Excerpts from a dataset:
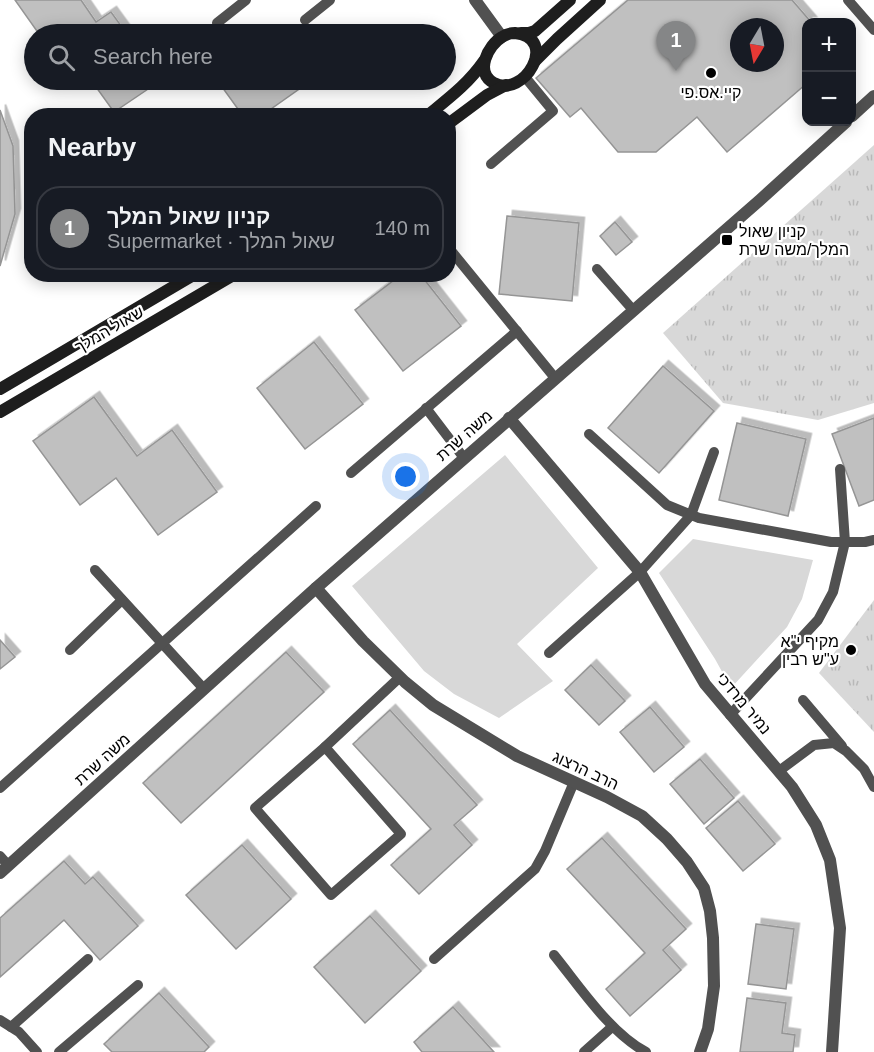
<!DOCTYPE html>
<meta charset="utf-8">
<style>
body{margin:0;font-family:Helvetica,Heebo,sans-serif;background:#20242c;color:#f1f3f6}
.controls{position:absolute;right:18px;top:18px;display:grid;overflow:hidden;border-radius:12px;box-shadow:0 3px 15px #0003}
.controls button{width:54px;height:54px;display:grid;place-items:center;padding:0;border:0;border-bottom:2px solid #363941;background:#171b24;color:#f1f3f6;font:30px sans-serif}
.compass{position:absolute;left:730px;top:18px;width:54px;height:54px;border-radius:50%;background:#171b24;box-shadow:0 3px 15px #0003;rotate:190deg}
.you{position:absolute;left:406px;top:477px;width:21px;height:21px;margin:-15px;border:4px solid #fff;border-radius:50%;background:#1a73e8;box-shadow:0 0 0 9px #1a73e833}
.badge{display:grid;place-items:center;width:39px;height:39px;border-radius:50%;background:#858687;color:#fff;font-size:20px;font-weight:700}
.pin{position:absolute;translate:-50% -50px;filter:drop-shadow(0 2px 3px #0008)}
.pin::after{content:'';position:absolute;top:32px;width:21px;height:18px;background:inherit;clip-path:polygon(0 0,100% 0,50% 100%)}
.list{margin:0;padding:0;list-style:none}
h2{display:flex;justify-content:space-between;align-items:center;height:78px;margin:0;padding:0 24px;font-size:26px}
h2 small{font-size:20px;font-weight:400;color:#9ea1a6}
.list li{display:grid;grid-template-columns:39px 1fr auto;gap:18px;align-items:center;box-sizing:border-box;height:84px;margin:0 12px 12px;padding:0 12px;border:2px solid #363941;border-radius:24px}
.list b{display:block;font-size:22px;white-space:nowrap}
.list p{margin:0;font-size:20px;white-space:nowrap;color:#9ea1a6}
.list em{font-size:20px;font-style:normal;color:#9ea1a6}
.icon{flex:none;width:33px;height:33px;fill:none;stroke:currentColor;stroke-width:2;stroke-linecap:round;stroke-linejoin:round}
.map{position:relative;flex:none;width:874px;height:1052px;overflow:hidden}
.search{position:absolute;background:#171b24;box-shadow:0 3px 15px #0003;left:24px;top:24px;width:432px;height:66px;display:flex;align-items:center;gap:15px;box-sizing:border-box;padding:0 21px;border-radius:33px;color:#9ea1a6;font-size:22px}
.panel{position:absolute;background:#171b24;box-shadow:0 3px 15px #0003;left:24px;top:108px;width:432px;height:174px;border-radius:24px}
.map>svg:first-child{display:block}
.green{fill:#d8d8d8}
.park{fill:url(#park-tufts)}
.building{fill:#c0c0c0;stroke:#959595;stroke-width:1.5;fill-rule:evenodd;filter:url(#shadow)}
.lines{fill:none;stroke-linecap:round;stroke-linejoin:round}
.lane{stroke:#515151;stroke-width:10}
.street{stroke:#515151;stroke-width:12}
.secondary{stroke:#1e1e1e;stroke-width:12}
.poi-dot{fill:#000;stroke:#fff;stroke-width:2}
.labels{text-anchor:middle;stroke-width:4.5;stroke-linejoin:round;paint-order:stroke}
.poi-label{font-size:16px;fill:#000;stroke:#fff}
.street-label{font-size:16px;fill:#000;stroke:#fff}
</style>
<div class="map">
<svg width="874" height="1052" viewBox="0 0 874 1052">
<defs>
<pattern id="park-tufts" width="24" height="20" patternUnits="userSpaceOnUse" patternTransform="scale(1.5)"><rect width="24" height="20" fill="#d8d8d8"/><path d="M3 7l-1-3M5 7V3M7 7l1-3M15 17l-1-3M17 17v-4M19 17l1-3" fill="none" stroke="#b8b8b8"/></pattern>
<filter id="shadow"><feDropShadow dx="5.5" dy="-5.5" stdDeviation="0" flood-color="#0004"/></filter>
</defs>
<rect width="100%" height="100%" fill="#fff"/>
<g class="green">
<polygon points="505,455 598,568 517,644 553,681 499,718 454,694 424,671 352,586"/>
<polygon points="693,539 813,560 802,599 787,627 731,688 715,659 659,573"/>
</g>
<g class="park">
<polygon points="874,145 874,403 818,420 723,403 663,333"/>
<polygon points="874,600 874,732 819,673"/>
</g>
<g class="building">
<polygon points="15,0 81,0 96,22 111,12 127,34 39,34"/>
<path d="M628,0H792L811,22H806V84L727,152L697,117L656,152H618L581,108L570,117L536,78ZM739,27H775V63H739Z"/>
<polygon points="91,80 159,80 160,81 114,112"/>
<polygon points="217,80 297,80 302,87 261,116 243,116"/>
<polygon points="0,110 13,146 15,214 0,266"/>
<polygon points="507,216 579,223 572,301 499,294"/>
<polygon points="615,222 632,242 616,255 600,236"/>
<polygon points="402,274 420,274 461,326 403,371 355,310"/>
<polygon points="314,342 363,404 305,449 257,388"/>
<polygon points="663,366 714,411 659,473 608,428"/>
<polygon points="94,397 137,456 172,430 217,492 158,535 116,478 80,505 33,441"/>
<polygon points="874,418 874,500 859,506 832,434"/>
<polygon points="737,423 806,439 788,516 719,500"/>
<polygon points="0,640 15,657 0,669"/>
<polygon points="286,652 324,692 181,823 143,783"/>
<polygon points="591,665 625,701 599,725 565,690"/>
<polygon points="650,707 684,747 654,772 620,732"/>
<polygon points="390,710 477,805 454,825 472,845 419,894 391,865 431,829 353,744"/>
<polygon points="700,759 734,798 704,824 670,784"/>
<polygon points="738,801 775,844 743,871 706,828"/>
<polygon points="602,838 686,929 663,950 681,970 630,1016 606,989 645,953 567,869"/>
<polygon points="242,845 291,899 236,949 186,895"/>
<polygon points="64,861 85,884 93,877 138,926 100,960 64,920 0,977 0,918"/>
<polygon points="370,916 421,971 365,1023 314,967"/>
<polygon points="756,924 794,929 786,989 748,984"/>
<polygon points="159,993 209,1047 204,1052 112,1052 104,1044"/>
<polygon points="747,998 786,1003 782,1033 795,1035 793,1052 740,1052"/>
<polygon points="453,1007 494,1052 422,1052 414,1042"/>
</g>
<g class="lines">
<g class="lane">
<polyline points="848,0 874,30"/>
<polyline points="305,20 330,0"/>
<polyline points="217,23 246,0"/>
<polyline points="491,164 553,111 525,77"/>
<polyline points="448,247 555,378"/>
<polyline points="597,269 633,310"/>
<polyline points="426,408 464,458"/>
<polyline points="589,434 667,505 699,518 831,542 865,542 874,540"/>
<polyline points="351,473 517,331"/>
<polyline points="95,570 204,689"/>
<polyline points="70,650 122,600"/>
<polyline points="549,653 640,572 691,515 714,452"/>
<polyline points="803,700 842,746"/>
<polyline points="730,715 818,620 833,592 845,542 840,469"/>
<polygon points="325,747 401,834 331,895 255,808"/>
<polyline points="325,747 400,677"/>
<polyline points="779,771 814,745 834,743 846,751 864,769 874,787"/>
<polyline points="0,788 316,506"/>
<polyline points="0,856 8,865"/>
<path d="M554,955C580,987 610,1033 646,1052"/>
<polyline points="434,959 535,869 545,851 574,782"/>
<polyline points="0,1020 19,1032 37,1052"/>
<polyline points="11,1027 88,959"/>
<polyline points="59,1052 138,985"/>
<polyline points="584,1052 612,1027"/>
</g>
<g class="street">
<polyline points="475,0 502,37"/>
<polyline points="852,116 874,96"/>
<polyline points="509,418 640,572 705,684 792,787 816,825 830,860 840,928 832,1052"/>
<polyline points="316,588 363,641 405,682 433,705 517,756 607,797 642,816 667,839 687,862 704,888 710,911 713,938 714,986 708,1029 700,1052"/>
<polyline points="0,873 316,588 760,200 846,122"/>
</g>
<g class="secondary">
<path d="M515,33C560,38 524,99 494,83C474,73 488,45 502,37C506,34 511,33 515,33Z"/>
<polyline points="521,33 529,33 535,31 570,0"/>
<polyline points="535,61 557,39 600,0"/>
<path d="M427,116C449,98 468,84 484,61"/>
<polyline points="448,124 487,95 506,85"/>
<polyline points="0,389 195,274"/>
<polyline points="0,412 235,274"/>
</g>
</g>
<g class="poi-dot">
<circle cx="711" cy="73" r="6"/>
<rect x="721" y="234" width="12" height="12" rx="3"/>
<circle cx="851" cy="650" r="6"/>
</g>
<g class="labels">
<g class="poi-label">
<text x="711" y="98">קיי.אס.פי</text>
<text x="739" y="237" text-anchor="start">קניון שאול<tspan x="739" dy="18">המלך/משה שרת</tspan></text>
<text x="839" y="647" text-anchor="end">מקיף י"א<tspan x="839" dy="18">ע"ש רבין</tspan></text>
</g>
<g class="street-label">
<text transform="translate(109 329) rotate(-30)" y="6">שאול המלך</text>
<text transform="translate(464 435) rotate(-41)" y="6">משה שרת</text>
<text transform="translate(744 703) rotate(50)" y="6">נמיר מרדכי</text>
<text transform="translate(102 759) rotate(-42)" y="6">משה שרת</text>
<text transform="translate(586 770) rotate(25)" y="6">הרב הרצוג</text>
</g>
</g>
</svg>
<div class="controls">
<button>+</button>
<button>−</button>
</div>
<svg class="compass" viewBox="-18 -18 36 36"><path d="M0-13l5 13h-10z" fill="#e53935"/><path d="M0 13l5-13h-10z" fill="#9ea1a6"/></svg>
<div class="you"></div>
<div class="pin badge" style="left:676px;top:71px">1</div>
<div class="search"><svg class="icon" aria-label="search" viewBox="0 0 24 24"><circle cx="10" cy="10" r="6"/><path d="M15 15l6 6"/></svg>Search here</div>
<section class="panel">
<h2>Nearby<small></small></h2>
<ul class="list">
<li><span class="badge">1</span><div><b>קניון שאול המלך</b><p>Supermarket · שאול המלך</p></div><em>140 m</em></li>
</ul>
</section>
</div>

Description of the task: Where a line of the records includes "text", copy it.

Result:
.labels{text-anchor:middle;stroke-width:4.5;stroke-linejoin:round;paint-order:stroke}
<text x="711" y="98">קיי.אס.פי</text>
<text x="739" y="237" text-anchor="start">קניון שאול<tspan x="739" dy="18">המלך/משה שרת</tspan></text>
<text x="839" y="647" text-anchor="end">מקיף י"א<tspan x="839" dy="18">ע"ש רבין</tspan></text>
<text transform="translate(109 329) rotate(-30)" y="6">שאול המלך</text>
<text transform="translate(464 435) rotate(-41)" y="6">משה שרת</text>
<text transform="translate(744 703) rotate(50)" y="6">נמיר מרדכי</text>
<text transform="translate(102 759) rotate(-42)" y="6">משה שרת</text>
<text transform="translate(586 770) rotate(25)" y="6">הרב הרצוג</text>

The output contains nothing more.